Avatar of Jeff_Creed
Jeff_Creed

ASKER

Update - The RAID card hasn't listed a firmware initialization for past 6 hours, but perform is showing 17 jumps above 500.  Even appears to be every 15 to 17 minutes
ASKER CERTIFIED SOLUTION
Avatar of Paul S
Paul S
Flag of United States of America image

Link to home
membership
This solution is only available to members.
To access this solution, you must be a member of Experts Exchange.
Start Free Trial
chkdsk c: /f might be a good idea too.

also, read this:
http://www.msexchange.org/tutorials/exchange-isinteg-eseutil.html
Thanks - I think I will perform a DR test restore of the system into a VM this evening instead of performing the firmware upgrade.  I will reschedule the firmware upgrade for tommorrow evening.

The store before I arrived had not been correctly backed up since 6/19/11.  They had Backup Exec uninstalled and switched to Mozy which had never ran corectly.  Since Mozy running correctly/didnt the log files, and circuarl was disabled from Symantec - they had almost filled the drive with log files before I came on board.  I used ntbackup to clear the log files, but I am now using StorageCraft which is VSS snapshot technology.

I will restore the server right now actually.

The Dell SC1430 line doesnt have OpenMangement tools like the other systems, checked with Dell.
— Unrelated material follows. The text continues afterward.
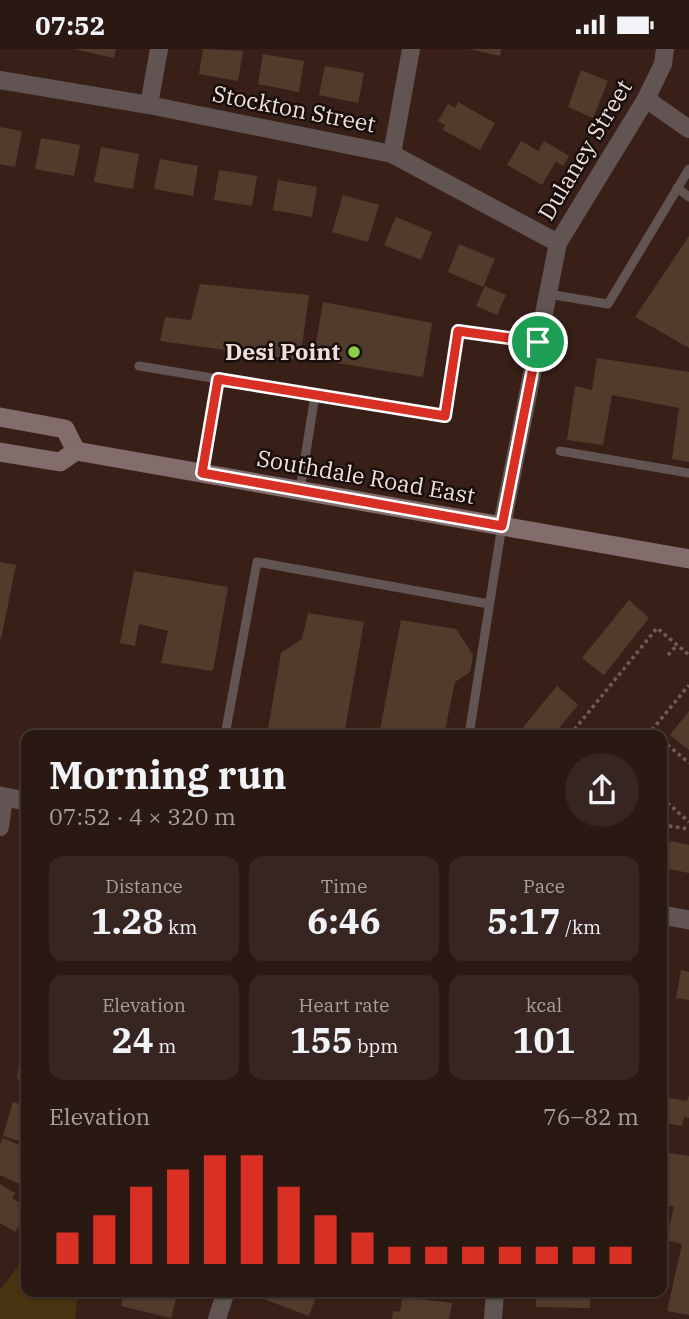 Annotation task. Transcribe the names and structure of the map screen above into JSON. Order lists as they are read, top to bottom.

I have standard SATA drives onsite.

The system drive was at 54% fragmentation, it took over 3 hours to defrag a 9GB of data just a few nights ago.  The drive with Exchange store is 26%.

On the plus side the store is mounting and dismounting nicely all the nights I have worked on the server.
DR restore went clean.  I have an ESXi with an OpenSource ISCSI target for testing.   The IO spiking that the physical server is doing while idle is not happening in the restored virtual environment.  So thanks for the insight on the hardware.

I moved forwarded with BIOS updates for the drives, controller, and system board.  I also ran Exchange Server Analyzer and found some non standard memory configurations.  I made the following changes to the production system over the weekend.

http://support.microsoft.com/kb/315407
http://technet.microsoft.com/en-us/library/aa996786(EXCHG.80).aspx

Also ran chkdsk /f on all drives, twice on the exchange volume - no errors.

After the work, the IO looks very different now and outlook is responding differently.  The administrator account had 22K of warning emails in the inbox.  Before trying to select them all and delete from the terminal server would send the disk latency immediately into the 500 range, cause outlook to stop responding and communication warnings.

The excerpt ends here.